The Kai Aloha Hotel, an 18-room boutique hotel next door to the Trump International Hotel Waikiki, has sold to investors from Japan for $8.1 million.
The buyer, Pineland Co. Ltd., is a real estate investment organization in Osaka, Japan, and the Waikiki property is its first investment in Hawaii, according to Steve Sombrero, president and owner of Cushman & Wakefield ChaneyBrooks, which represented the seller, Kai Aloha Ltd.
The seller was the family of the late En Harriet Chang, who ran the three-story hotel on Saratoga Road from the 1960s until her death in May 2019.
The hotel went on the market last spring, and marketing the property during the Covid-19 pandemic “presented unique challenges that required creative thinking and action,” listing broker Allen Yamaguchi said in a statement.
“For one, travel restrictions discouraged prospective offshore investors from flying to Hawaii unless they complied with the mandatory 14-day quarantine,” he said. “Imagine quarantining for 14 days to conduct a property inspection that could be completed in two or three days.”
Yamaguchi said detailed property presentations that addressed possible questions buyers might want to know, along with video conferences and virtual walk-throughs helped to circumnavigate the restrictions.
Sombrero noted that demand for commercial property in Hawaii is “stronger than ever before” and said his firm receives inquiries from investors on both sides of the Pacific. Some of those investors are looking for bargains in the Islands, where tourism has been severely impacted by the pandemic, on the assumption that hotels are severely distressed.
“In reality, there are no fire-sales to speak of in Hawaii,” Sombrero said. “Hotel owners and their lenders are holding their positions in anticipation of a quick and substantial recovery of our market. “After all, investors are investing in more than just hotels and properties.
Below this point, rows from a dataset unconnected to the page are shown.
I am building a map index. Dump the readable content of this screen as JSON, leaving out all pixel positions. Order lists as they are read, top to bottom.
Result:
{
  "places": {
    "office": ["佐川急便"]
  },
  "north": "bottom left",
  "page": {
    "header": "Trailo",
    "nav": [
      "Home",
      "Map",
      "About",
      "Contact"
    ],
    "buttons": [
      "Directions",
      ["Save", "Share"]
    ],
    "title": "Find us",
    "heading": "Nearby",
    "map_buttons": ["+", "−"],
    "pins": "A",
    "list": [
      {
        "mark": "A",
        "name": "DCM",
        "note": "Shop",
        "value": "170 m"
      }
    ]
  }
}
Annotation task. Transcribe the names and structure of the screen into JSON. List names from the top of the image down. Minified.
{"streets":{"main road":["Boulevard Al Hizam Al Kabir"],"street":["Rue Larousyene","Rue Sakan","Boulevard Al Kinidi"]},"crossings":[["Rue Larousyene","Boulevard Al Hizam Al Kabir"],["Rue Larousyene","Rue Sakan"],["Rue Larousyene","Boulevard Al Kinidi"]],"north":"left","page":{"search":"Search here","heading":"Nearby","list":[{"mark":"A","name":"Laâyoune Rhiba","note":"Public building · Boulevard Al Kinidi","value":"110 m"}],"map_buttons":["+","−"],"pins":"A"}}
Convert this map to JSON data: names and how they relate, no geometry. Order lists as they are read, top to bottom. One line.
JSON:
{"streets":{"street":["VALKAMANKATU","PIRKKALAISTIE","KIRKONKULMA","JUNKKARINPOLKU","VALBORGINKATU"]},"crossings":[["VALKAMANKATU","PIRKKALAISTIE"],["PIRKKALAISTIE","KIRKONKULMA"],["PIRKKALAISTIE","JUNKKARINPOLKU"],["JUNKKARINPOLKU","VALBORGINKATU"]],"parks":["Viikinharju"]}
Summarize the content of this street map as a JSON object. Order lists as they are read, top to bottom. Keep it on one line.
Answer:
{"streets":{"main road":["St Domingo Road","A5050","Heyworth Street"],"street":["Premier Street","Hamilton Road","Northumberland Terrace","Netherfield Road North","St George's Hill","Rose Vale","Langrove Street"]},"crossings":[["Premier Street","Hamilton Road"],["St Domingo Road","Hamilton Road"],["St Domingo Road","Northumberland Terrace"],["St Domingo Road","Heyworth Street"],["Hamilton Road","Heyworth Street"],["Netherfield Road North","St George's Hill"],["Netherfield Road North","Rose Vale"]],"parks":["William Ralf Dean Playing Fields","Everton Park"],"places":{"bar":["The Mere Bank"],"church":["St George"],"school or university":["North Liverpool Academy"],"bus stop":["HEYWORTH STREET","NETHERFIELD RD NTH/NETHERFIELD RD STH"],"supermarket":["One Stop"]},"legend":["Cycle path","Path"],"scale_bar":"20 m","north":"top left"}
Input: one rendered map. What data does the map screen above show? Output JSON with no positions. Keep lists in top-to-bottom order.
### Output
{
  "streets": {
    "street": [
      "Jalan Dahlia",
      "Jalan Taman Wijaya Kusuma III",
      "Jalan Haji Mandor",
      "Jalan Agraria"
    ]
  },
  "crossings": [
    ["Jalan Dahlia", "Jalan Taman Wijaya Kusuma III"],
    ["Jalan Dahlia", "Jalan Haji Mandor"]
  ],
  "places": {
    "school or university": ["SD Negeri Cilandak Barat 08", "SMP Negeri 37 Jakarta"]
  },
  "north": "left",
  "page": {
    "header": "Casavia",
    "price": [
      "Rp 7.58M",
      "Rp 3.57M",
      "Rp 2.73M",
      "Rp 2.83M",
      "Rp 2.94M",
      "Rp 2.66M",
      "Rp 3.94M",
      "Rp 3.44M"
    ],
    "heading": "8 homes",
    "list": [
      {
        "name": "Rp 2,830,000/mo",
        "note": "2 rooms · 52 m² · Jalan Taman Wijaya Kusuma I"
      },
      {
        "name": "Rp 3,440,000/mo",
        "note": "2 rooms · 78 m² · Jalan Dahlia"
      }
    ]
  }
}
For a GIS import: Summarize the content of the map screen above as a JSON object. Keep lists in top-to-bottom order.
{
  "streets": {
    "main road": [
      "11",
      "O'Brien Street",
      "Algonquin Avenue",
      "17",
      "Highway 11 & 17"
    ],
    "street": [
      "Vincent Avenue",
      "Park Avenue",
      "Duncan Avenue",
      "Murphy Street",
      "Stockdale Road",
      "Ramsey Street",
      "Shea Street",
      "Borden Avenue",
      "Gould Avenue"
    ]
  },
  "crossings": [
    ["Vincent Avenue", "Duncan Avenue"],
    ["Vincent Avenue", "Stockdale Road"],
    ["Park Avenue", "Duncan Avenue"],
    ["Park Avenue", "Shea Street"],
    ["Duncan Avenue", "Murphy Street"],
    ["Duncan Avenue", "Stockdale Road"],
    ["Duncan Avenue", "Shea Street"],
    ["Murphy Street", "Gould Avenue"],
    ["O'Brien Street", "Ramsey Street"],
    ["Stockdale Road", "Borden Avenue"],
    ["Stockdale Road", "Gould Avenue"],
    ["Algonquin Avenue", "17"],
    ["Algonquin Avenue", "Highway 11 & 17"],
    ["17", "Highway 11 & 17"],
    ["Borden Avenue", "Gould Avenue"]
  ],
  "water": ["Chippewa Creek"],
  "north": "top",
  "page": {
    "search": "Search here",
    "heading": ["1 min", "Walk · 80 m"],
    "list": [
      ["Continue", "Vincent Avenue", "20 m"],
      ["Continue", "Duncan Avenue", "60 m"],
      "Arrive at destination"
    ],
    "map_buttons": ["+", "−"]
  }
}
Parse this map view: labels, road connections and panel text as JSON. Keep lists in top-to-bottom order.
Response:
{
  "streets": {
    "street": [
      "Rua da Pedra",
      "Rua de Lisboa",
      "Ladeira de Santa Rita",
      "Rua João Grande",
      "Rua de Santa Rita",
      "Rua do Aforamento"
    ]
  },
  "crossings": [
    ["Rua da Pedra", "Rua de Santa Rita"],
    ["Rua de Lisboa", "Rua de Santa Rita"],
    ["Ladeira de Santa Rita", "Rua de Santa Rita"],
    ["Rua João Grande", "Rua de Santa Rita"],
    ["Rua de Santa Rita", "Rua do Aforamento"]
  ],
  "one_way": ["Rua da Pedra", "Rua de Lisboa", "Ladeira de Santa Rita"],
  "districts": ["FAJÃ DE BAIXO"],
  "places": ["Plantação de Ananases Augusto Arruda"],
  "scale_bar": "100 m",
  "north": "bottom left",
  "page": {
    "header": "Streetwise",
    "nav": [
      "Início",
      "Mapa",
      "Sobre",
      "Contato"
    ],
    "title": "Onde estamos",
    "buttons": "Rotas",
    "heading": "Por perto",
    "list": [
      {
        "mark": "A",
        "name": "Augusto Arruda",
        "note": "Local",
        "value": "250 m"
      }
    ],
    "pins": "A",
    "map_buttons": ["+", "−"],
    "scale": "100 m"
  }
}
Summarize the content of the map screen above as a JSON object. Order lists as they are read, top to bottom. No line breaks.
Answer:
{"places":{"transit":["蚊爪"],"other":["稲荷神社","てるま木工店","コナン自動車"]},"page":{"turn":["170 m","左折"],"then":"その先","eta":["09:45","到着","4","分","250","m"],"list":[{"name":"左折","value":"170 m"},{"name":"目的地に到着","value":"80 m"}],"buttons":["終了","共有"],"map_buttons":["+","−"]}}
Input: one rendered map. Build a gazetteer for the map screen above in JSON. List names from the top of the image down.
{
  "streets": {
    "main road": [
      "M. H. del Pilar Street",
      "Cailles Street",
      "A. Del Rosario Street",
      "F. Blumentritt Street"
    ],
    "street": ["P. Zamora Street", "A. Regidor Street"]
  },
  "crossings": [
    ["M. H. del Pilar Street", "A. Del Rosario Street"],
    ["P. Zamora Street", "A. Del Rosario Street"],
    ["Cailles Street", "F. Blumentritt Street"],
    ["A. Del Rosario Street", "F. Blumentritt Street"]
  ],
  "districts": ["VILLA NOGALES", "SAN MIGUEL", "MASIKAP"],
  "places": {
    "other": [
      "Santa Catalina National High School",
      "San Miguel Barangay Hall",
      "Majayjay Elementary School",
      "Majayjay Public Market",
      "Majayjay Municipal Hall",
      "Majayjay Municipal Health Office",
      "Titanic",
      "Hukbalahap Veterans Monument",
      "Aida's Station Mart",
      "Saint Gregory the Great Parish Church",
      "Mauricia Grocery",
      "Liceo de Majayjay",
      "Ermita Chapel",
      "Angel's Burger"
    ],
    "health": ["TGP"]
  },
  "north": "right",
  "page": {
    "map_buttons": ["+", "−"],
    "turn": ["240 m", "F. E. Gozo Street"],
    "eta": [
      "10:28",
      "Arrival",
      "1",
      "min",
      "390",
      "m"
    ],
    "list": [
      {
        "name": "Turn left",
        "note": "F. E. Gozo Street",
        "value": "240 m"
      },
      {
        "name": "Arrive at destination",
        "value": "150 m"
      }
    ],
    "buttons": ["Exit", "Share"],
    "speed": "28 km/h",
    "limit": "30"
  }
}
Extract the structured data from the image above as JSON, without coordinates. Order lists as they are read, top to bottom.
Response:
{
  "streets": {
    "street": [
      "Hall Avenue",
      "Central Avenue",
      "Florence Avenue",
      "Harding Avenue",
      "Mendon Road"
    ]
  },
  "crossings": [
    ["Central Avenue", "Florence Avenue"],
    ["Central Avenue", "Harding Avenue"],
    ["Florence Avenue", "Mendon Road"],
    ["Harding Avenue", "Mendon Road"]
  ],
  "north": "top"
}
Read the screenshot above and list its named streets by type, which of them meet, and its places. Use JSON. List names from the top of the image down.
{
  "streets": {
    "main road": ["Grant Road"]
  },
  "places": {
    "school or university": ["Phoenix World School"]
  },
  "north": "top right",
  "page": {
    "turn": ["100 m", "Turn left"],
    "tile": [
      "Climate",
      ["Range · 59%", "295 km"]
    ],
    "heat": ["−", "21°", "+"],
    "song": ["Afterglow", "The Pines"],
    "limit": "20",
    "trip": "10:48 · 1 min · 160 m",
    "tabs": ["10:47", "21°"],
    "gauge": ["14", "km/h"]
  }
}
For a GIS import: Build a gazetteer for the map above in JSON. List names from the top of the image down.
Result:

They are investing in the Hawaii Brand,” he said. “The sale of the Kai Aloha Hotel at the $450,000 per key price tag is a great testament of Hawaii’s strength. This was definitely not a fire-sale.”
The sale was also personal for Sombrero, who met Chang many years ago when he first started his business.
More than once he tried to convince her to sell the property and retire, and would often bring her malasadas and talk story.
“The fact that I was able to do it even after she passed away,” Sombrero told Pacific Business News. “I’m going to go visit her and put some flowers on her grave and say ‘I did it, Harriet.'”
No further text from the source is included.